Simplifying the management of large photo collections
A. Girgensohn, J. Adcock, M. Cooper, J. Foote, and L. Wilcox. Simplifying the management of large photo collections. In Proceedings of INTERACT’03, pages 196–203. IOS Press, 2003. [PDF]
——–
This paper contains useful references on the fact that event segmentation of pictures was observed to be a valid criterion for organizing pictures The paper reports an algorithm that was compared with those of Graham at al. (2002), Platt et al. (2002), and Loui and Savakis (2000).
With digital still cameras, users can easily collect thousands of photos. Our goal is to make organizing and browsing photos simple and quick, while retaining scalability to large collections. To that end, we created a photo management application concentrating on areas that improve the overall experience without neglecting the mundane components of such an application. Our application automatically divides photos into meaningful events such as birthdays or trips. Several user interaction mechanisms enhance the user experience when organizing photos. Our application combines a light table for showing thumbnails of the entire photo collection with a tree view that supports navigating, sorting, and filtering photos by categories such as dates, events, people, and locations. A calendar view visualizes photos over time and allows for the quick assignment of dates to scanned photos. We fine-tuned our application by using it with large personal photo collections provided by several users.

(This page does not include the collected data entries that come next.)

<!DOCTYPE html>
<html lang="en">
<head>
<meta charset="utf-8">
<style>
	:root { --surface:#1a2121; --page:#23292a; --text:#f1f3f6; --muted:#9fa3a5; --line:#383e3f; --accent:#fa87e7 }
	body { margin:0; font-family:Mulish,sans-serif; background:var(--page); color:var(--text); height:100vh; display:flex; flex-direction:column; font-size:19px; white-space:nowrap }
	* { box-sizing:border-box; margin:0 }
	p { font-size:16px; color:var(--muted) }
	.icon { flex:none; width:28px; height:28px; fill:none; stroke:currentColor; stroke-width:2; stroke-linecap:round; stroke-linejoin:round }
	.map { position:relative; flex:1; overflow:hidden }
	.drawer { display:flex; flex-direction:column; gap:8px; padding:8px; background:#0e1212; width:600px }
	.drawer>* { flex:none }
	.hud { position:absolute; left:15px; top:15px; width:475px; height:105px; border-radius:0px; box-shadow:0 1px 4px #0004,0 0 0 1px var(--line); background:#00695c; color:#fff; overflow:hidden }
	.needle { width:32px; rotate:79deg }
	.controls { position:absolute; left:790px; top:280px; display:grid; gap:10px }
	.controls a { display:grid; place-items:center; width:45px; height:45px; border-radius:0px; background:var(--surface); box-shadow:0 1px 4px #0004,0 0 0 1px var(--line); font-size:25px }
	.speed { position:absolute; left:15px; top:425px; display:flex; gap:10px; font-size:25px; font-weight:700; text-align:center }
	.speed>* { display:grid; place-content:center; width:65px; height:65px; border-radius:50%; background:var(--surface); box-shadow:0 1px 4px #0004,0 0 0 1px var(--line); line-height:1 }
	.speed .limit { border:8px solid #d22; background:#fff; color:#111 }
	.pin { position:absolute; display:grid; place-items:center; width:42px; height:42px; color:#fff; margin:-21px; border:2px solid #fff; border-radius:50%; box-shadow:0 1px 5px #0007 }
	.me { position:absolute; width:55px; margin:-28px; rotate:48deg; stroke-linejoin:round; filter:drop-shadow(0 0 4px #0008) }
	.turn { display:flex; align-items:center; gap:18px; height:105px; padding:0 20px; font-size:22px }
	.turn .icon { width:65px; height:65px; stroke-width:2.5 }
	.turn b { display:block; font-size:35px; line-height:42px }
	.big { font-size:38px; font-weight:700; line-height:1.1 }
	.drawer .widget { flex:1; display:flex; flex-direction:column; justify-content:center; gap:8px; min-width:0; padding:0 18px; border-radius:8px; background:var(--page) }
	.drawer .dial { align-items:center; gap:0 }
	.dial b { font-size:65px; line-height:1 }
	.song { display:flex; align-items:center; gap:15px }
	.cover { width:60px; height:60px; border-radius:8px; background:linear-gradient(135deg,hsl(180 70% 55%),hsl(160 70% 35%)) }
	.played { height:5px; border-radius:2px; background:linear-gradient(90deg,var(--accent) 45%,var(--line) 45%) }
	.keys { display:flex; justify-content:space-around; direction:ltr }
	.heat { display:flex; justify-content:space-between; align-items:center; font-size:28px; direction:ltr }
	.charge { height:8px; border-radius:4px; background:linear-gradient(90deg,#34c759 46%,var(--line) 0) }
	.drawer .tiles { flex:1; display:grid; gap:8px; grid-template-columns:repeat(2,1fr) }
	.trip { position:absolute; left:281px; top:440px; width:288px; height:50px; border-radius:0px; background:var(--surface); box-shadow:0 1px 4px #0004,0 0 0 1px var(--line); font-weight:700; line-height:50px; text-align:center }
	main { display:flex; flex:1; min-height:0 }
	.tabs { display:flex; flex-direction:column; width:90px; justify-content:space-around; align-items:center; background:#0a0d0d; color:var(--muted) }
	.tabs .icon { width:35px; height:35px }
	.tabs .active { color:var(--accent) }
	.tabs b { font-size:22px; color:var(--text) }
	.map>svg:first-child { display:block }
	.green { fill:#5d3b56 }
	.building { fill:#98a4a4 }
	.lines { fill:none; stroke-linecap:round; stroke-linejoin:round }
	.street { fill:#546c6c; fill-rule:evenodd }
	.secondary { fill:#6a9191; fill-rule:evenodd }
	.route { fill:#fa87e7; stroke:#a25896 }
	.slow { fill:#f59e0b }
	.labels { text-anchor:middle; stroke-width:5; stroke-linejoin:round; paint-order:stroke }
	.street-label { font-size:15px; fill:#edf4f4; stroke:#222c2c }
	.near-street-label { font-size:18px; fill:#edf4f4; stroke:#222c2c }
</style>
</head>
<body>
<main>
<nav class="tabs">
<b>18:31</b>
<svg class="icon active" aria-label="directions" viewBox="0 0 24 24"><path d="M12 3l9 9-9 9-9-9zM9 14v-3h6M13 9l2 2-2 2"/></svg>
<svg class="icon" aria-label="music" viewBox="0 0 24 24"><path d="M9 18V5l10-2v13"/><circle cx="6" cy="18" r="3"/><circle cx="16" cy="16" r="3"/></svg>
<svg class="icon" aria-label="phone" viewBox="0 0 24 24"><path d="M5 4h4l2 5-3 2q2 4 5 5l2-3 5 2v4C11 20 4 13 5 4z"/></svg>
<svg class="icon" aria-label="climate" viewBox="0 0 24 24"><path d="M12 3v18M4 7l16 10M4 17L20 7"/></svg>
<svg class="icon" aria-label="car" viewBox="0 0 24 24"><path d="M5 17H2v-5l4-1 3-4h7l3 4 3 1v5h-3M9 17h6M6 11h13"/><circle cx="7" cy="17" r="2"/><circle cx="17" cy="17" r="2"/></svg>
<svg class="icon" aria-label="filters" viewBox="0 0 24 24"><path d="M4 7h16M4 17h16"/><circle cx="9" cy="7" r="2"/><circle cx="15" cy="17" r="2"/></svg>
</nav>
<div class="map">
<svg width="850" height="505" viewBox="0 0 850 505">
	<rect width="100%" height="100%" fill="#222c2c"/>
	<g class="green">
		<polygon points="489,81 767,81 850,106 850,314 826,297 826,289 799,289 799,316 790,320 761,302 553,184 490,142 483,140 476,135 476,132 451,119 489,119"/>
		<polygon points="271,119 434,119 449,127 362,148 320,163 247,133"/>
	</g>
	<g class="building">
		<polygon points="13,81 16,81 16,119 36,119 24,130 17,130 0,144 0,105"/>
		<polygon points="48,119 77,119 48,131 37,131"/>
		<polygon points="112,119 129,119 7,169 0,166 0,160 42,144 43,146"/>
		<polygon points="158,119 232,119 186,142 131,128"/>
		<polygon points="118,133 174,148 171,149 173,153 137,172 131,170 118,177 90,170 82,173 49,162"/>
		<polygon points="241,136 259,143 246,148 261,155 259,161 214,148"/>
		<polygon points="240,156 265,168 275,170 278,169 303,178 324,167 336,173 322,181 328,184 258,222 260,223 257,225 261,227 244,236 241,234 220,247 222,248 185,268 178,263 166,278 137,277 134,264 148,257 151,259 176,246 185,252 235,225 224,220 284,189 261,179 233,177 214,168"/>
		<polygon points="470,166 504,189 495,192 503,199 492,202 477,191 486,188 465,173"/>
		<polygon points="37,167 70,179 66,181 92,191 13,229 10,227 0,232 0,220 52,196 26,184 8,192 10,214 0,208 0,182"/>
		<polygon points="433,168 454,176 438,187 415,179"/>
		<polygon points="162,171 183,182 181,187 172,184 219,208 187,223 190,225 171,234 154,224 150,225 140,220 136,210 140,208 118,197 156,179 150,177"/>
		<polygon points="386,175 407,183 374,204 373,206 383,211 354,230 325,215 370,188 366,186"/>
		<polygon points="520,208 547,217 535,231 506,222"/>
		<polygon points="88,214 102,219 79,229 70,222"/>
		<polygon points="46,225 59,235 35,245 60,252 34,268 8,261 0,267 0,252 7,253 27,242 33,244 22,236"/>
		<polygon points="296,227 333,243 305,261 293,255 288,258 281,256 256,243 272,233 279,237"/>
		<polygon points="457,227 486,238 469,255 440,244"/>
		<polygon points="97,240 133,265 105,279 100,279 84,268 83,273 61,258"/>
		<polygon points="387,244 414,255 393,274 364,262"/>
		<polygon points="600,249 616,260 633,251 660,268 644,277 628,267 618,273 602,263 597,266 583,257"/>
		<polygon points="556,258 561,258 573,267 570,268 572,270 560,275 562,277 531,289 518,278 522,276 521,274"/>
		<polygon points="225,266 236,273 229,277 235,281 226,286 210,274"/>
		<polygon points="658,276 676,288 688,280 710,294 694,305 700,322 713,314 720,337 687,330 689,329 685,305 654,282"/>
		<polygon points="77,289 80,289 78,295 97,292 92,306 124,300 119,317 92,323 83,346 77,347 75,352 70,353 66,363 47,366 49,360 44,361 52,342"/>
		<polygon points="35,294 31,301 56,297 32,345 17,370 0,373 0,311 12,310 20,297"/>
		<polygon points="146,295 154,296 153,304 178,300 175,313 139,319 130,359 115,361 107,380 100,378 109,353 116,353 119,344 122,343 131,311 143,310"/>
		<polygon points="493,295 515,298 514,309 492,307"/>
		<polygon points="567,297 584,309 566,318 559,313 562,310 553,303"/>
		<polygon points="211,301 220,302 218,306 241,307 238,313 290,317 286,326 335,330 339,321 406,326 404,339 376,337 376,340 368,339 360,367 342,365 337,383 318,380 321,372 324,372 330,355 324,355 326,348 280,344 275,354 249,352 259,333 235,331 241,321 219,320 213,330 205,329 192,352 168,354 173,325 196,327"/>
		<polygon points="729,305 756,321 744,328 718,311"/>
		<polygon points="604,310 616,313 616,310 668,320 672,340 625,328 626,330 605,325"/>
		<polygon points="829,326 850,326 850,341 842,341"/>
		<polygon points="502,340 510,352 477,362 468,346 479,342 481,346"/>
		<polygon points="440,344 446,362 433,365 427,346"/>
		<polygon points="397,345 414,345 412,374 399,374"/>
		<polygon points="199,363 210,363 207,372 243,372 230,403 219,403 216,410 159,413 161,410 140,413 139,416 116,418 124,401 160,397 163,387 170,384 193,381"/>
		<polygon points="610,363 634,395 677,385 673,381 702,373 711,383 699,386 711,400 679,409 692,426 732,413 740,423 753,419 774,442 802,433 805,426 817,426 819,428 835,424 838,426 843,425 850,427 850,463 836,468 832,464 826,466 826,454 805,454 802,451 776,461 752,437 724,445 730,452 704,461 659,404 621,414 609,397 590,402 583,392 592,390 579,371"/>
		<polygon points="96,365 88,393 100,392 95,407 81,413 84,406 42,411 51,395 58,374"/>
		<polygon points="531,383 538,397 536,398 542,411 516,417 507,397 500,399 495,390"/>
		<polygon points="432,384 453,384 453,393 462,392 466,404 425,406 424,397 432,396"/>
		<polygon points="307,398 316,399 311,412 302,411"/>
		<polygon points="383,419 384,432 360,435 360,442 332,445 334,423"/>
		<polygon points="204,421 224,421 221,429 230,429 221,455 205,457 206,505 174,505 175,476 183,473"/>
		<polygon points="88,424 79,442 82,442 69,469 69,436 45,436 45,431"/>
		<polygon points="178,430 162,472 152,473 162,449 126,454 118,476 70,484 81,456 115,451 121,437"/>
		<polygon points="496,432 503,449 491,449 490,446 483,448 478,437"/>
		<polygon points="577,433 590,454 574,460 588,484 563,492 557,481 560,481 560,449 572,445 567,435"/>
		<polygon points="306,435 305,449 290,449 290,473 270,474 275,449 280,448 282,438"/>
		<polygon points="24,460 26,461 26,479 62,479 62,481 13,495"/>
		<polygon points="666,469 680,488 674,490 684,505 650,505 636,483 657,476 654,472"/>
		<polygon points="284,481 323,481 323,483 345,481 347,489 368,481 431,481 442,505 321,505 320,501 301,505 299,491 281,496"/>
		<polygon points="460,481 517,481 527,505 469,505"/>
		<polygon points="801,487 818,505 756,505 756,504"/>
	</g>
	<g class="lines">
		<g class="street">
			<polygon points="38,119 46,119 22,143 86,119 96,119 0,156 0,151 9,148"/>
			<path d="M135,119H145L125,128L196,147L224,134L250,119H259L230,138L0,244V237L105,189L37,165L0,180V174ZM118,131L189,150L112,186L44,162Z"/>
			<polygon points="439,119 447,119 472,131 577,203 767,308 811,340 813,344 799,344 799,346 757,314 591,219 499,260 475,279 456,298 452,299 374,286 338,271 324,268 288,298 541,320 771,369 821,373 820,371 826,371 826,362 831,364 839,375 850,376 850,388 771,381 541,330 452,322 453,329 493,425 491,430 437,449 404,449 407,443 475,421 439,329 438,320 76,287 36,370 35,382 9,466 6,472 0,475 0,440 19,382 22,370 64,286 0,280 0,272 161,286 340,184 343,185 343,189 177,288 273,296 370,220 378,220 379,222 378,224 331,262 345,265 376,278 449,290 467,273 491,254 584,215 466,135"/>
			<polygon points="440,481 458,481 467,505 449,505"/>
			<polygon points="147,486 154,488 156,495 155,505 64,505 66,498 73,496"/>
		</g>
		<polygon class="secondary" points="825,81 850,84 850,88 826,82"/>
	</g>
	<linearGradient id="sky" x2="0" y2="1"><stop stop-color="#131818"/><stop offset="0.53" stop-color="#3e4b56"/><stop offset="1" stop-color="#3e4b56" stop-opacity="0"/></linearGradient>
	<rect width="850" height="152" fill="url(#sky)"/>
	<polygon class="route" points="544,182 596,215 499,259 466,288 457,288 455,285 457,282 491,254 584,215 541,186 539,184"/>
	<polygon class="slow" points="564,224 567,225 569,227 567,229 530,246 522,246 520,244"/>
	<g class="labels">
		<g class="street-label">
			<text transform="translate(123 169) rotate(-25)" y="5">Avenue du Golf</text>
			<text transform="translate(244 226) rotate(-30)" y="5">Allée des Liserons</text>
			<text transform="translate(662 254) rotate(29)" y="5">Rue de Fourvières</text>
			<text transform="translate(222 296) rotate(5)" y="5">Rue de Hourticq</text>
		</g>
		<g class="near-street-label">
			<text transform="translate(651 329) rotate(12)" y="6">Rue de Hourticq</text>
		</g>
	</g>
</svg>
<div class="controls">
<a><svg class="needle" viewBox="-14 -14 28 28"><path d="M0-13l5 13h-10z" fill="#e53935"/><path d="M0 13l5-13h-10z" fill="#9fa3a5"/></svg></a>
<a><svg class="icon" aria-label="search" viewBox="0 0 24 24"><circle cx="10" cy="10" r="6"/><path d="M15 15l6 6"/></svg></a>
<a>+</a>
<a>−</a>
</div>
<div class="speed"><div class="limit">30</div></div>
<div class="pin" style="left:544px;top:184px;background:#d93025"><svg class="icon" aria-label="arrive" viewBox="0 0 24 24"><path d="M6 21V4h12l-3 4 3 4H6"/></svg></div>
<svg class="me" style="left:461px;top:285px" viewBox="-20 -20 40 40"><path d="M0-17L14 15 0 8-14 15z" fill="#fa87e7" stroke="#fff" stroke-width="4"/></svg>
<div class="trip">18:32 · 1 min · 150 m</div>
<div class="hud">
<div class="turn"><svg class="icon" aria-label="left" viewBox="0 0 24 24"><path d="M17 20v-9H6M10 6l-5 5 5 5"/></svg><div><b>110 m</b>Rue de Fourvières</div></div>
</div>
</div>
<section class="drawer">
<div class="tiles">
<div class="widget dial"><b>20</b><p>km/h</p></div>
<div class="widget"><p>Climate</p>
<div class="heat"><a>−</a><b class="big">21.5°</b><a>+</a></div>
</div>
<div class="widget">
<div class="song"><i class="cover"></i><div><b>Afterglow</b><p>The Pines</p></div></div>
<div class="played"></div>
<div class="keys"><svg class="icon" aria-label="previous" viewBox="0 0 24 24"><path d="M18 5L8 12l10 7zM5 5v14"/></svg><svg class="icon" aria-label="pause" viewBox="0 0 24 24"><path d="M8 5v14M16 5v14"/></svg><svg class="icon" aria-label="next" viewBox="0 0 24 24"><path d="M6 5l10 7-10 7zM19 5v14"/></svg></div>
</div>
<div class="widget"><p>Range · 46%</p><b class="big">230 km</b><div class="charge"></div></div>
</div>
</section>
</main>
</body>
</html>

Modality preference – learning from users
R. Wasinger and A. Krüger. Modality preference – learning from users. In Proceedings of the User Experience Design for Pervasive Computing workshop, Munich, Germany, 11 May 2005. [PDF]
——-
This paper describes a qualitative comparison of input modalities for mobile applications. The author conducted a user study with about 50 users that were asked to fill questionnaires on a PDA. The questions targeted products that the users could find in a shop and therefore had to be answered while on the place. The users were divided in different groups and each group was exposed to different input modality: speech, handwriting, intra- and extra-gestures.
Interestingly, speech was reported as being the most comfortable modality to use in comparison with handwriting but also the modality that could mostly expose privacy. Users reported being uncomfortable speaking sensible information to their devices. Handwriting was see as conflicting with other manual activities that needed to be carried out while shopping.